The Auction
A short story of contemporary Melbourne life.

11 AM on a sunny Sunday morning in St Kilda.  The three realoh's in their conservative suits and ties stood out among the crowd of fifty or so onlookers, most of them neighbours. In contrast to the suits, the onlookers are dressed for Sunday morning in faded coloured t-shirts, tank tops and denim jeans. 

He suspects it's a case of that old country saying, 'the bigger the hat the smaller the property'.  In this case the more faded and casual the clothes, probably the wealthier these inner suburban people are.  As a consequence of inflation the locals present who are also property owners must be multi-millionaires, and the front garden of the house for sale was abuzz with those staples of casual middle class conversation; real estate prices and private schools.  

The real estate advice on the probable value was one point eight, the noughts are assumed, but the locals all knowingly say two and he was reminded of the so-true remark by wily old Ben Franklin, 'If you want to know the value of something, try and sell it!'  The neighbours are all there waiting for the upward trajectory of their wealth to be reconfirmed.

The house was a solid Victorian number with a front verandah held up by some cast concrete columns sitting on brick pillars. A high fence of painted mini-orb corrugated iron with a timber cap surrounded the ragged front garden.  The main rooms are impressive with high ceilings, polished timber floors, large casement windows coming down almost to the floor and high folding cedar doors connecting the two main rooms.  At the back of the house there are a number of disjointed later add-ons for the kitchen and other service areas a few steps down.  The backyard is large and unkempt and backs onto a bluestone lane; there is clearly room to extend.

Everyone are experts; knock off the back stuff they knowingly say, add a wing along the side lane and Bob's your uncle. They were all confident about what to do and what the council would and wouldn't allow.  He had some friends who had said they were interested if the price was right, and he grinned at the husband to encourage him; his wife had gone to Sydney on business the previous afternoon, her partner told him and was on her way back but would probably miss the auction.

Once the attention of the audience had been gained by ringing a brass bell, the realoh did a five minute warm up number about our heritage and the St Kilda location, there was almost an art form feeling to it all, a ritual tribal dance before the real tension of bidding.

Bidding started below one point eight and quickly moved to around one point nine then slowed down.  There were only two bidders, both men in their forties and one of them was his friend.  The real estate guys had sussed out the real bidders of course, they had all been back inspecting the house the day before, so the suits sidled around whispering in their ears and encouraging them.  His friend claimed to be a bit nervous, although he didn't sound nervous when he bid.  Eventually he held up his hand to indicate that he was stopping, that enough was enough.

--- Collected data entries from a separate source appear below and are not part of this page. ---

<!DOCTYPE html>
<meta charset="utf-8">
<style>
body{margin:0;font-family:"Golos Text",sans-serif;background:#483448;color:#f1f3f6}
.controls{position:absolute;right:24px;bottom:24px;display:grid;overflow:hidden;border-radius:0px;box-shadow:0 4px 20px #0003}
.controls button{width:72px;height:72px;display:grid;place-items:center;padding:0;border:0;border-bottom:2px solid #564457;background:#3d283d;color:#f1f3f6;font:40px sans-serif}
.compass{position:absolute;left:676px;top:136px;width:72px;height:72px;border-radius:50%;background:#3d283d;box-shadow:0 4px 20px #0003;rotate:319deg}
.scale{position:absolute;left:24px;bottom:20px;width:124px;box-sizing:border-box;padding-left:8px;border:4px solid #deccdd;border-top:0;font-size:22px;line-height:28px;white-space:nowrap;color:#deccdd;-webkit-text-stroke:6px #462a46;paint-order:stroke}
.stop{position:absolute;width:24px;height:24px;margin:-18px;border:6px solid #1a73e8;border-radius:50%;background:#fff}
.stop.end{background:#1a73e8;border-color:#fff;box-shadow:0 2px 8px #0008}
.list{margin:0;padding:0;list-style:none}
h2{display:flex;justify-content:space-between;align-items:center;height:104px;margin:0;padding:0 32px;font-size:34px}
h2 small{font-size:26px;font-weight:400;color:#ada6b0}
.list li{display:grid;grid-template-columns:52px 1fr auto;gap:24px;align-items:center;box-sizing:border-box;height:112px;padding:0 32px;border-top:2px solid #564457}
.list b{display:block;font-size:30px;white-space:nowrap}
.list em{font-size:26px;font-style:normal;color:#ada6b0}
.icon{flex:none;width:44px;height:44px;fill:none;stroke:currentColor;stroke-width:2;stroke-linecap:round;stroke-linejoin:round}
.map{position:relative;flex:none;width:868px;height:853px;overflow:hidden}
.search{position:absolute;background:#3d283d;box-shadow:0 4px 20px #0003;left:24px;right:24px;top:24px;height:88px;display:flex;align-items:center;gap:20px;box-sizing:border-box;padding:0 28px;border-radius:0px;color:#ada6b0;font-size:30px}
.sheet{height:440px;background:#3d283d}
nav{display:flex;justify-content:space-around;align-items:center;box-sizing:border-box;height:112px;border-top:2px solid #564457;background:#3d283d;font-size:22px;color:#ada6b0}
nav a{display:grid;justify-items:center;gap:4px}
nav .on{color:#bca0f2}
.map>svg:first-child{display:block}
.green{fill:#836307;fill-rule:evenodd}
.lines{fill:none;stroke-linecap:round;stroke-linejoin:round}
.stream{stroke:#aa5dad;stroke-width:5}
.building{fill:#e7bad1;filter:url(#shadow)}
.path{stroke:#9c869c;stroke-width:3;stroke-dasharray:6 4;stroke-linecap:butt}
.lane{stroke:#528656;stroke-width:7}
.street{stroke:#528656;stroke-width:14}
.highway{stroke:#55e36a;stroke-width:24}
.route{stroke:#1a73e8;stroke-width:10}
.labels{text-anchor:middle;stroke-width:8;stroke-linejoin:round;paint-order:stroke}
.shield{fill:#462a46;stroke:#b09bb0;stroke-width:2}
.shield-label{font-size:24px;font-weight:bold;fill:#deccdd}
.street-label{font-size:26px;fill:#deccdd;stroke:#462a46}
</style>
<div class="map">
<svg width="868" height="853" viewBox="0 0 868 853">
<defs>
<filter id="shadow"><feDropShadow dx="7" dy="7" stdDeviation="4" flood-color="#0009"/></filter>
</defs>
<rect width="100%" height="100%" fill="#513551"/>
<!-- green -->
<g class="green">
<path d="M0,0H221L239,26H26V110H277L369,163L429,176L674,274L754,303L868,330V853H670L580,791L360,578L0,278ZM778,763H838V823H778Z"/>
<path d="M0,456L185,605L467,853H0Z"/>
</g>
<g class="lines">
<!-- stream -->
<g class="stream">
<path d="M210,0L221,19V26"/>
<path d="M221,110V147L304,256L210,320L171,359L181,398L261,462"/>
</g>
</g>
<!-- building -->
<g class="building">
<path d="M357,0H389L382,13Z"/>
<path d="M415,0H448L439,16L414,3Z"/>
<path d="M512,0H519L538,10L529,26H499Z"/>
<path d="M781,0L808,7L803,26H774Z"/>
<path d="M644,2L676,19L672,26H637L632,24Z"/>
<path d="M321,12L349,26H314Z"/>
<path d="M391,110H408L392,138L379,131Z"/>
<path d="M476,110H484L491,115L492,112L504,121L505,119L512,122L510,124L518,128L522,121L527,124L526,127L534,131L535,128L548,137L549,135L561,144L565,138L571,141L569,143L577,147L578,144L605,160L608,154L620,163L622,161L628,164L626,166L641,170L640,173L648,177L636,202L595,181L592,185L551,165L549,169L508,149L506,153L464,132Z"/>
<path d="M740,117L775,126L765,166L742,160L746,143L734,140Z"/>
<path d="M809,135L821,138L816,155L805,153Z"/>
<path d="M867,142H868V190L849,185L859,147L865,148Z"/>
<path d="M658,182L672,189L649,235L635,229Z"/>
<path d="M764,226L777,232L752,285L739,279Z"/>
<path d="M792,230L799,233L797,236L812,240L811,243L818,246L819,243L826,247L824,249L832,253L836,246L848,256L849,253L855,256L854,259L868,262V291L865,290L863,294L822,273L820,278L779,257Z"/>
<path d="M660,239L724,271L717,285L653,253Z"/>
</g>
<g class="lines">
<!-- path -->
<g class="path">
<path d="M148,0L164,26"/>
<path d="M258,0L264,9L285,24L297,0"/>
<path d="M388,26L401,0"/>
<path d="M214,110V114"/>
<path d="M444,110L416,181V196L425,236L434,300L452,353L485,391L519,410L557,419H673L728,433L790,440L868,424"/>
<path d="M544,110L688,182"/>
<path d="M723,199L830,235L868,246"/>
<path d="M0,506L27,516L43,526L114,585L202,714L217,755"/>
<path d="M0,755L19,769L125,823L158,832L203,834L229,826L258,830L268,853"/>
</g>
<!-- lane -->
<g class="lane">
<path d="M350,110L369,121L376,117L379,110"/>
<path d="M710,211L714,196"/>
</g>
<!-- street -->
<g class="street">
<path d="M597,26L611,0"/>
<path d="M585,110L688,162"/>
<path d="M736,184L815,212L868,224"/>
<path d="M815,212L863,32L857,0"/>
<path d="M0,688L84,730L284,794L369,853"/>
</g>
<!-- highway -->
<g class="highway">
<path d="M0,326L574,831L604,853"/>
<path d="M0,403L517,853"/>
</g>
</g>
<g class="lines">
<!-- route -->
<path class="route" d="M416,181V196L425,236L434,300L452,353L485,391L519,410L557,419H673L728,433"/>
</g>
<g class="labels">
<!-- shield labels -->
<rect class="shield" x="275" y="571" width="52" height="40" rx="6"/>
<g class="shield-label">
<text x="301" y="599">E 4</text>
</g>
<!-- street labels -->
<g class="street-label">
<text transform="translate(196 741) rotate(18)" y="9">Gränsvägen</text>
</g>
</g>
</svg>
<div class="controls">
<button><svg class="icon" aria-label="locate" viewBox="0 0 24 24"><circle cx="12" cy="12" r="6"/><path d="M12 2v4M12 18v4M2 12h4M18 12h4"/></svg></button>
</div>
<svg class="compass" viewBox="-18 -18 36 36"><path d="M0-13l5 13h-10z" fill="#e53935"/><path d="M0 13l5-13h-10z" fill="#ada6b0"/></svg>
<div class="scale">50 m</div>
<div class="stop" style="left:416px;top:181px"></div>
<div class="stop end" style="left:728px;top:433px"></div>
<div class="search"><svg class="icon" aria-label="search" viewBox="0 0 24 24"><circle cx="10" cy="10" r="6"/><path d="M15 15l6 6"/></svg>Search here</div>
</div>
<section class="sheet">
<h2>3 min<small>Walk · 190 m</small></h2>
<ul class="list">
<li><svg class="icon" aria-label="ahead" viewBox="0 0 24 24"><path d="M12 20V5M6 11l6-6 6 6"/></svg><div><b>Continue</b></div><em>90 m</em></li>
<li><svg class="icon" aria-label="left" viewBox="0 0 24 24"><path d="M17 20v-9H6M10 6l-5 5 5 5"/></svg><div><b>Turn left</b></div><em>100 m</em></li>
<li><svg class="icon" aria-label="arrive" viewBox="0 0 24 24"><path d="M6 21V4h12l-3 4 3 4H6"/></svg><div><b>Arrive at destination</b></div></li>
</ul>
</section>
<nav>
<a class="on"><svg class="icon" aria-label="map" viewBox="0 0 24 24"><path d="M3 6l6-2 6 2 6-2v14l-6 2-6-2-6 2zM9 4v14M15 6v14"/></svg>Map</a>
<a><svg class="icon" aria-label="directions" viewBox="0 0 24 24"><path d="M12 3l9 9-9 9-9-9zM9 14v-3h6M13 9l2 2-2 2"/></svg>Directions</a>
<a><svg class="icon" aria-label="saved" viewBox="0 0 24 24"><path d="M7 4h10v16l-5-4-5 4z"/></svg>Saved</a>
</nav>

The bidding must have almost reached some preset reserve level because the auctioneer called for a pause while they consulted their client. When he returned ten minutes later he cranked up the bidding again saying the property was for sale with no reserve. 

By now there was a new third bidder in the far corner of the garden, a man about the same age as the earlier bidders.  He took his time, pausing from time to time to consult someone on his mobile.  He gave the clear impression he was a pro, bidding for someone who wasn't there.  He quickly topped the first bidder with small rises until the price crept to just over two million.  It seemed like a landmark had been arrived at, and the calm new bidder gave the impression that he was there to win at all costs.  His dispassionate style was enough to psychologically scare off the first bidder and after a few further exchanges the house was finally knocked down to the newcomer for a bit over two million.  

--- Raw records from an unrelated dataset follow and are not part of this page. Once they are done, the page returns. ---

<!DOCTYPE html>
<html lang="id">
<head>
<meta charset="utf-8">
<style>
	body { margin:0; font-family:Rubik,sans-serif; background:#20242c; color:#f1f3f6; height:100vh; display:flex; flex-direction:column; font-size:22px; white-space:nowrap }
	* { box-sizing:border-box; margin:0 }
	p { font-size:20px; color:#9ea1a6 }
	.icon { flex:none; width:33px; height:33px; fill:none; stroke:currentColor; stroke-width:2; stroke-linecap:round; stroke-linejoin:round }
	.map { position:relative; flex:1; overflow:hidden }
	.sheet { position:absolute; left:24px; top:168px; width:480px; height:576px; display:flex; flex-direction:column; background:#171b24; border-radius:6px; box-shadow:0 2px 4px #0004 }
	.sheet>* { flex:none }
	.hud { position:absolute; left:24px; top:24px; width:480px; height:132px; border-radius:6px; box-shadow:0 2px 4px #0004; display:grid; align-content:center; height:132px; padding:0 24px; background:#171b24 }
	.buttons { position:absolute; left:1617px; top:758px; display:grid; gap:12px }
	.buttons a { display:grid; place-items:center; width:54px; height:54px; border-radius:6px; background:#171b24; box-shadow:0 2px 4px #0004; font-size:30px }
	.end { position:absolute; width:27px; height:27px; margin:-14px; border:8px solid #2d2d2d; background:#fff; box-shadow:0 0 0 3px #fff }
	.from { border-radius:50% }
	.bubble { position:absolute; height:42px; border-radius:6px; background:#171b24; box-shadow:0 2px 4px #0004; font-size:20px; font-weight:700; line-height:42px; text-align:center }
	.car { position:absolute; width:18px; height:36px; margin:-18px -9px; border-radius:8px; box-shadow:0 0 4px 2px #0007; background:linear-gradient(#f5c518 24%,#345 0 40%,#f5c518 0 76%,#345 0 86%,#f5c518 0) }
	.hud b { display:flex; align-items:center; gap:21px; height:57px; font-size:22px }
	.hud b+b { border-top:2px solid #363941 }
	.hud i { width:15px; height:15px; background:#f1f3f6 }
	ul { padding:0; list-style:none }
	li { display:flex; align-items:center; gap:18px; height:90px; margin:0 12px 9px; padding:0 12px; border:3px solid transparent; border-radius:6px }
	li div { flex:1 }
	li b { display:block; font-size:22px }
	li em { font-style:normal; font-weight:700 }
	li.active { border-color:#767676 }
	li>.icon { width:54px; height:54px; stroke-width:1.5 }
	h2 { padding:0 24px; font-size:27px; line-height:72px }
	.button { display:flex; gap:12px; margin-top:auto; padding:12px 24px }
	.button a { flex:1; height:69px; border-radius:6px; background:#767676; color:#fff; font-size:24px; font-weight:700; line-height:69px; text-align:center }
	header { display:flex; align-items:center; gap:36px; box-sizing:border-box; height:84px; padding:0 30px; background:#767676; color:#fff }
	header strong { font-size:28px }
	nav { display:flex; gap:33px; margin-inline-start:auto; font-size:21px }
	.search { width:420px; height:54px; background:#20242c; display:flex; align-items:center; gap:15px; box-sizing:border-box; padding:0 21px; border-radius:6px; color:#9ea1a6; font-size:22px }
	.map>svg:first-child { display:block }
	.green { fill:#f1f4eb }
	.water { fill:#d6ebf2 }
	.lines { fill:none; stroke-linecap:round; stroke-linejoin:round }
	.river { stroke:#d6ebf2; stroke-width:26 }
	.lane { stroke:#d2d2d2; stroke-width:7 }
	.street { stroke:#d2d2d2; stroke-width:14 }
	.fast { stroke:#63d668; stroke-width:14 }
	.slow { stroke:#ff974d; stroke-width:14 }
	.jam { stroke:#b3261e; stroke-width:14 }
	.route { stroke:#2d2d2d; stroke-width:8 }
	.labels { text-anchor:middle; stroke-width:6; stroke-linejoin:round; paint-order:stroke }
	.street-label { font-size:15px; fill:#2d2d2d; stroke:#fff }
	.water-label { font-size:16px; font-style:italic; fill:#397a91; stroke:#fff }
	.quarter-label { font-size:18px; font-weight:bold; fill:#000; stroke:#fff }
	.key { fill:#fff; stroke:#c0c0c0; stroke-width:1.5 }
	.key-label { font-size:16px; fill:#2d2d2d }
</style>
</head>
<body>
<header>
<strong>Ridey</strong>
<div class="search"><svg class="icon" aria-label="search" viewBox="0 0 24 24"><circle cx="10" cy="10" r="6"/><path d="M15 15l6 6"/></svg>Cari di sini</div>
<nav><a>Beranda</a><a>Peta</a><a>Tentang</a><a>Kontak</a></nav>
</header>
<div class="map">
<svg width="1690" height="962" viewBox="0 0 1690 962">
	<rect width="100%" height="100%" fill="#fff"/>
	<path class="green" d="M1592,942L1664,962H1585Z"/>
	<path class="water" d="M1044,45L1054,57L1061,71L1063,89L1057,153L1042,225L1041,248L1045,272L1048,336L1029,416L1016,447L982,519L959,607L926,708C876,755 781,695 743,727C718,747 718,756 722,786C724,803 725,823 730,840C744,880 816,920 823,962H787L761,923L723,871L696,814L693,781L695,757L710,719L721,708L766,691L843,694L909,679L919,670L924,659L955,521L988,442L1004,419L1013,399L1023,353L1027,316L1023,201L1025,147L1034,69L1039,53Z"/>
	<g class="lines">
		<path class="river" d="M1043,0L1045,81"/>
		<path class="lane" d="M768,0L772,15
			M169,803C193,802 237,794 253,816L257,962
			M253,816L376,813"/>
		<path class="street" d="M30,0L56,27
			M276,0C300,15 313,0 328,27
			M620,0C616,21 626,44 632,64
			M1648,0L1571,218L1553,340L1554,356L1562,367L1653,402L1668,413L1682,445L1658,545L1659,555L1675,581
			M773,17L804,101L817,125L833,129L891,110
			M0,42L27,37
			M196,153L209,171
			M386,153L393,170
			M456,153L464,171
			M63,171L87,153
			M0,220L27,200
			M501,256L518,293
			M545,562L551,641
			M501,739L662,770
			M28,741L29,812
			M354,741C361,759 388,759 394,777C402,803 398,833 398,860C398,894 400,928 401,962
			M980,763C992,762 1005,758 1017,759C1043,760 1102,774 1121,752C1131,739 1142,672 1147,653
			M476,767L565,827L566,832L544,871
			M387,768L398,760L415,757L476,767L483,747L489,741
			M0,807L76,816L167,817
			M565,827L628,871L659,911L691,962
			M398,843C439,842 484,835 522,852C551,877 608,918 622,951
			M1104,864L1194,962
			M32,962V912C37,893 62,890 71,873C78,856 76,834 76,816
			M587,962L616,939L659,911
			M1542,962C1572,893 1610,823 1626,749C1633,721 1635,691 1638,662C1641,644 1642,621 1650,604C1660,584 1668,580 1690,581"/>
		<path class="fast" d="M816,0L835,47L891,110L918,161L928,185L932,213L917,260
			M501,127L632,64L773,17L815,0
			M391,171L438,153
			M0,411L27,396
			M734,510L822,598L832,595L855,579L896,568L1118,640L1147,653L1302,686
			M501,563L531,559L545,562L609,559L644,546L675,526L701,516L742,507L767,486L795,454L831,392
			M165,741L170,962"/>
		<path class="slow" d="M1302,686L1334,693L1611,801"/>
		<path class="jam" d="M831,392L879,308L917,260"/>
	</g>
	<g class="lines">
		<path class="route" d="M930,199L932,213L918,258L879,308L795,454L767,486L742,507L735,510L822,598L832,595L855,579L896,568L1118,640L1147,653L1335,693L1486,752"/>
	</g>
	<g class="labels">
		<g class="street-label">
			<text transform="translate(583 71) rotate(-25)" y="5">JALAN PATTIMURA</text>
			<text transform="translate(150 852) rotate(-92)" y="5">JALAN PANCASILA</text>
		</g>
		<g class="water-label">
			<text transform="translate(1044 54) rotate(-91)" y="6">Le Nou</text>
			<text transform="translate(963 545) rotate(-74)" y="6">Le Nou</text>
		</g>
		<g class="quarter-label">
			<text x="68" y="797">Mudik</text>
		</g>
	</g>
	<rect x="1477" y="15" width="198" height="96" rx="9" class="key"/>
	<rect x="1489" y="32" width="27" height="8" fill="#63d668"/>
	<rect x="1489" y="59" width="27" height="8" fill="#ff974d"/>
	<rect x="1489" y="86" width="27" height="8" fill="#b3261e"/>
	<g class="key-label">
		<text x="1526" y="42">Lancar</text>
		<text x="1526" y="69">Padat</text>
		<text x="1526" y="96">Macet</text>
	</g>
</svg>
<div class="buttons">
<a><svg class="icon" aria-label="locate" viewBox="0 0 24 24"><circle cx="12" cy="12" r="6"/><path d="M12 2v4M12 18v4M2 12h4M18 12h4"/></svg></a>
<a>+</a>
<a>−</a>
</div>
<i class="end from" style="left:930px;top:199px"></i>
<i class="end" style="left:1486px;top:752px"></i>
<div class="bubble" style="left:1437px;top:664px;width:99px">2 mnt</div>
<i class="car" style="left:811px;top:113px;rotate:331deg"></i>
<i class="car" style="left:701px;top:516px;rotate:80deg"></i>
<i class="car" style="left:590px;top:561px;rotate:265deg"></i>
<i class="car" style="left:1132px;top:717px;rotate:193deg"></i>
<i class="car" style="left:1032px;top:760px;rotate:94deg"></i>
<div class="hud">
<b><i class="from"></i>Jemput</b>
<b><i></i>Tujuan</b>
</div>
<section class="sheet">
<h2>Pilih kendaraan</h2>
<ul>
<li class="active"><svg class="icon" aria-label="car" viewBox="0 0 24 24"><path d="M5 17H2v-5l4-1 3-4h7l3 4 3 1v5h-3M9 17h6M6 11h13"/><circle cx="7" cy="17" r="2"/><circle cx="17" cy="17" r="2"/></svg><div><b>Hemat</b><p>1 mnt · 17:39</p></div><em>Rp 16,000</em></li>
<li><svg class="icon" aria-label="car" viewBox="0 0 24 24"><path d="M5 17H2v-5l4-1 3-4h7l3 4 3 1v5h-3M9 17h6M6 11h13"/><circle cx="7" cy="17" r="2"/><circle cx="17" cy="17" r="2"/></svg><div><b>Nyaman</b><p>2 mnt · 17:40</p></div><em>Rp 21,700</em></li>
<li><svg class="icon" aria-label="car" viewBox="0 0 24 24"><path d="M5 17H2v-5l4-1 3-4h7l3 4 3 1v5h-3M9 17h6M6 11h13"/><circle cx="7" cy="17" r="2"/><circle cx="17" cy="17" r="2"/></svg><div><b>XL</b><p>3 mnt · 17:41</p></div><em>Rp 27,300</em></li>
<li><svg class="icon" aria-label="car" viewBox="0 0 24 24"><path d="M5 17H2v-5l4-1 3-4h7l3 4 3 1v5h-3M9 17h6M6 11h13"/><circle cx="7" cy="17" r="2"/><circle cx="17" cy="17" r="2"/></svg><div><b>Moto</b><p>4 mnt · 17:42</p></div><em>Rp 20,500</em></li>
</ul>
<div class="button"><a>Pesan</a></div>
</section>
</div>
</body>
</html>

The crowd quickly evaporated and he also set off and was halfway along the street when he met the wife hurrying along the street towards him.  'We got it' she said with a grin, and he realised that it had been planned all along to have the smooth confident bidder come in at the last minute and that it had been her on the other end of the phone.  And he hadn't suspected anything; you have to get up early in inner Melbourne, he thought!